Does that sound about right? If so, consider this:

It is much harder for conservatives to compromise than it is for liberals to compromise. That has nothing to do with the character or intentions of the people involved. It is in the very nature of conservatism and liberalism.

Conservatives want the status quo. Liberals want to break the status quo as decisively and as often as they can.

And when “no change” and “big change” clash, there is only one compromise: a little change. So, every compromise is a defeat for conservatism, however small, and it is a victory, however small, for liberalism. We can see this most often in budget discussions:  Let’s keep the same budget (cuts are never on the table). No, let’s increase it by 20 percent. OK, let’s compromise at 10 percent.

The result is the inexorable march of change and an ever-contracting foundation of stability.

I think we have reached the point where conservatives are sick and tired of always being on the losing end of compromise. Because there are now a few news outlets not parroting the left-center narrative and because of the effects of social media, they are talking more to each other and getting in a “mad as hell and not going to take it anymore” mood.

Liberals, on the other hand, are giddy with success.

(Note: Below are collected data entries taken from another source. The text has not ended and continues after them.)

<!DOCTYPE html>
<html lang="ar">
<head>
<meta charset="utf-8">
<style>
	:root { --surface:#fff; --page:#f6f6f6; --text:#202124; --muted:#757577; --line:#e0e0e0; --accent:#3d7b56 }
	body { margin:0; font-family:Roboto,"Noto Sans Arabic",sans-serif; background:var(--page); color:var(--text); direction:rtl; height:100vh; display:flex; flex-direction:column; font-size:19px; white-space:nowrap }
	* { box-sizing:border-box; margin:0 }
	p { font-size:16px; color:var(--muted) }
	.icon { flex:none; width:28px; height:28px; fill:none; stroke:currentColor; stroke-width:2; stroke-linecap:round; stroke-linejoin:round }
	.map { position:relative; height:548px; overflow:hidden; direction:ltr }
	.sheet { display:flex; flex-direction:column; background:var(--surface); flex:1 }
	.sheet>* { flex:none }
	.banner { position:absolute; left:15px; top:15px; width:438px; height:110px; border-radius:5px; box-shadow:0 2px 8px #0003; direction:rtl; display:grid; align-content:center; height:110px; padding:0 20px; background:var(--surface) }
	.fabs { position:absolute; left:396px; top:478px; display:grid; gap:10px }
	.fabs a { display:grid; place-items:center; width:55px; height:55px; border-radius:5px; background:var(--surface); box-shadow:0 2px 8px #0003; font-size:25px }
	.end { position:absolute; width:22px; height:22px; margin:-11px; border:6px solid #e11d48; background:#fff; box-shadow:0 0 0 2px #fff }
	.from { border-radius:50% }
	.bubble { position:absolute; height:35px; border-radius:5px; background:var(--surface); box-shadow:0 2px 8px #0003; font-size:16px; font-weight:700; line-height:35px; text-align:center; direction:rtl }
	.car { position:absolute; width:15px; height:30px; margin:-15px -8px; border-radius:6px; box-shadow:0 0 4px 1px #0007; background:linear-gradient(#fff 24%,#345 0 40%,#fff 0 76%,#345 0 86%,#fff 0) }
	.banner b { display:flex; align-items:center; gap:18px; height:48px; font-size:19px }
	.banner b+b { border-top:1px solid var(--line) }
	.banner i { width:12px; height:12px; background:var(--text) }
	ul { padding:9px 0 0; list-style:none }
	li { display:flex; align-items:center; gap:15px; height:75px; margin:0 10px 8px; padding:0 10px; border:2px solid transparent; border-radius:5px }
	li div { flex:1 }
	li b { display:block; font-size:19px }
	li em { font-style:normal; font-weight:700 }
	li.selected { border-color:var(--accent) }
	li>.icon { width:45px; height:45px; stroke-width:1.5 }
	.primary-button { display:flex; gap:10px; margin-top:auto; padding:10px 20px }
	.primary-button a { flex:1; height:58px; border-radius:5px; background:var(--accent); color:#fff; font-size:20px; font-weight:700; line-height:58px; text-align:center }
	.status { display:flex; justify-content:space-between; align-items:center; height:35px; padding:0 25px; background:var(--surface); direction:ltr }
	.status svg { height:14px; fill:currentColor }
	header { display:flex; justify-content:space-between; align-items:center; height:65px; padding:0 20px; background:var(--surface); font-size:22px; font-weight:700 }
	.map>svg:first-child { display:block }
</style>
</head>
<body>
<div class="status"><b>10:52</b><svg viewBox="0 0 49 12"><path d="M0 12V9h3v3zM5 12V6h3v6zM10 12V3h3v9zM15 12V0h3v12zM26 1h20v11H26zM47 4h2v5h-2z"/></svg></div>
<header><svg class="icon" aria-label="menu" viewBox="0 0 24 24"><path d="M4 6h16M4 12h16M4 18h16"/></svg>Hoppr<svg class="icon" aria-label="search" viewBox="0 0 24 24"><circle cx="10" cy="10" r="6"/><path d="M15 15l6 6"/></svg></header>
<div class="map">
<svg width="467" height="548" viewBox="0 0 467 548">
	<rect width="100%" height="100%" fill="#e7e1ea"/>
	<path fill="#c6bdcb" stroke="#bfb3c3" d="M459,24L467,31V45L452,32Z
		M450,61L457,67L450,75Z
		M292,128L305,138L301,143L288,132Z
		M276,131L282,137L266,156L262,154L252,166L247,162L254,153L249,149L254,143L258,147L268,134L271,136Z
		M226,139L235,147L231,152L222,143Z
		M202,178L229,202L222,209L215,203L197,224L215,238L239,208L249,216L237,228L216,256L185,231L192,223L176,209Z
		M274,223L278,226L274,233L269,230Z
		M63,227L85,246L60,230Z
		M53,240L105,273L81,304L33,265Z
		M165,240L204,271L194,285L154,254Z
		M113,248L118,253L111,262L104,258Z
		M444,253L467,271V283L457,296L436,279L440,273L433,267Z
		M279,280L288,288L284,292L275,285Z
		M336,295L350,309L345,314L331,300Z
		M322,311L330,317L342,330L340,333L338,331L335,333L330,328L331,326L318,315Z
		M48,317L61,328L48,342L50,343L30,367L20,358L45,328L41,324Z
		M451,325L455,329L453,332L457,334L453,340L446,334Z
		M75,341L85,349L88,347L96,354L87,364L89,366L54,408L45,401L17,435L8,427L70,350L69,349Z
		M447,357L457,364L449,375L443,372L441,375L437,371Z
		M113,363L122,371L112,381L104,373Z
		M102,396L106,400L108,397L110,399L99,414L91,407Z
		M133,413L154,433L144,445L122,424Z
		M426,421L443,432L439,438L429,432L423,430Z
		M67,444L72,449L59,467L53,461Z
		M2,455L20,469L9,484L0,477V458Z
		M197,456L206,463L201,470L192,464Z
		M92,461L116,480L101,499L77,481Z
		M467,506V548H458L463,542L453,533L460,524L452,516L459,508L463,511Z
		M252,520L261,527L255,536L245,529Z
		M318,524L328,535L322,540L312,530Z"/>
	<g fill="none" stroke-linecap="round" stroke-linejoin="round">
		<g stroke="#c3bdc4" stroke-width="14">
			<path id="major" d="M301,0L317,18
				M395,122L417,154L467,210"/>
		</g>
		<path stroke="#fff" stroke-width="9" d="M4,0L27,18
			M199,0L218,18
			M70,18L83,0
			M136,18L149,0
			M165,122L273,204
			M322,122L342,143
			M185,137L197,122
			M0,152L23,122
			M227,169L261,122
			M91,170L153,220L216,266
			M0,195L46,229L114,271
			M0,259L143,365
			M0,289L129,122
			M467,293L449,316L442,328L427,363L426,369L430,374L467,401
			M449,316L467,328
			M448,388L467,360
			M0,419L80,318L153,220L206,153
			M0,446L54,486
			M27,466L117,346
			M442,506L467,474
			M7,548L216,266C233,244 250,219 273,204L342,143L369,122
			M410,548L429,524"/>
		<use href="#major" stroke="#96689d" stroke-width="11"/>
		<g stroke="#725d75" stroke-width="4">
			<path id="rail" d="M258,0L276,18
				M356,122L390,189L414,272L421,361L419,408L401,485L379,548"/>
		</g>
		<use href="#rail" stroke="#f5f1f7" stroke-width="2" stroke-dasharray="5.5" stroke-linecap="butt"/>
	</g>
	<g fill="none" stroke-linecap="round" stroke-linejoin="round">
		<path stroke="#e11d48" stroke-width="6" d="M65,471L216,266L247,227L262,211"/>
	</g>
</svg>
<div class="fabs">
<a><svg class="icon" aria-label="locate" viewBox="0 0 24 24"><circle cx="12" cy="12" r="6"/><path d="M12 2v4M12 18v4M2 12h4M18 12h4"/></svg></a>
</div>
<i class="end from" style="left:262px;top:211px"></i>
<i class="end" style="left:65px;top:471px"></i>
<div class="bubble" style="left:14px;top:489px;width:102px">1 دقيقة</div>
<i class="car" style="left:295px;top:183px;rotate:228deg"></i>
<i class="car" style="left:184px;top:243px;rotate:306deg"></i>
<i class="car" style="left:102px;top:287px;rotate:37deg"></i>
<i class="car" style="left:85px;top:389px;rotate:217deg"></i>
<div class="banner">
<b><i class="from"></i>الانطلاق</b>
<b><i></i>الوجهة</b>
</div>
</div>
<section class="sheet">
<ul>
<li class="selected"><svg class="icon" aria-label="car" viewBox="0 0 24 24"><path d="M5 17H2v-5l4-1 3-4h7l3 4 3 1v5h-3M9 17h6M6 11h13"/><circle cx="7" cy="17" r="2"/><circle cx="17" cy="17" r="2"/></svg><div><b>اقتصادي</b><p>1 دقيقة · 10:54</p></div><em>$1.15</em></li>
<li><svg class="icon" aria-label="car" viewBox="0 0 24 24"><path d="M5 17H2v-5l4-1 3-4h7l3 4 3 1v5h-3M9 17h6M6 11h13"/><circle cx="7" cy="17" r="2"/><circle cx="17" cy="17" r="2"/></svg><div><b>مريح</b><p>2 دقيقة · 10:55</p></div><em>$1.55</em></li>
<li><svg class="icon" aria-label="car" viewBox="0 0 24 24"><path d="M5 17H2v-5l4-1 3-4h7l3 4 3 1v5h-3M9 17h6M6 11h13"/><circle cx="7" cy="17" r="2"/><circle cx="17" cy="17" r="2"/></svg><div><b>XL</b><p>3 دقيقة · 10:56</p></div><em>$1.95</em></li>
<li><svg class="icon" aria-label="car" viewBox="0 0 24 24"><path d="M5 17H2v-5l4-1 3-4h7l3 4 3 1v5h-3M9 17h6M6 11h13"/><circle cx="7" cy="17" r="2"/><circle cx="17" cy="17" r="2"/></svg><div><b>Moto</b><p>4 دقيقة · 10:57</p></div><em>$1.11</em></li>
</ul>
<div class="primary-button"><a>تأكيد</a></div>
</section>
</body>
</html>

The more gains they make, the more they want. Every extreme position they beat conservatives down on just spurs them on to even more extreme positions. Because they still mostly control the narrative, and because of the effects of social media, they’ve convinced themselves that their positions are the only moral ones.

If I’m even close to correct, I have no idea where we go from here. I keep thinking that the liberals will go one step too far and champion something so crazy no sane person would accept it. But so far it hasn’t happened. I keep thinking conservatives will craft a coherent defense of American values and traditions, but that hasn’t happened, either.

Maybe it is easier just to blame the parties. Not our fault, move along, nothing to see here.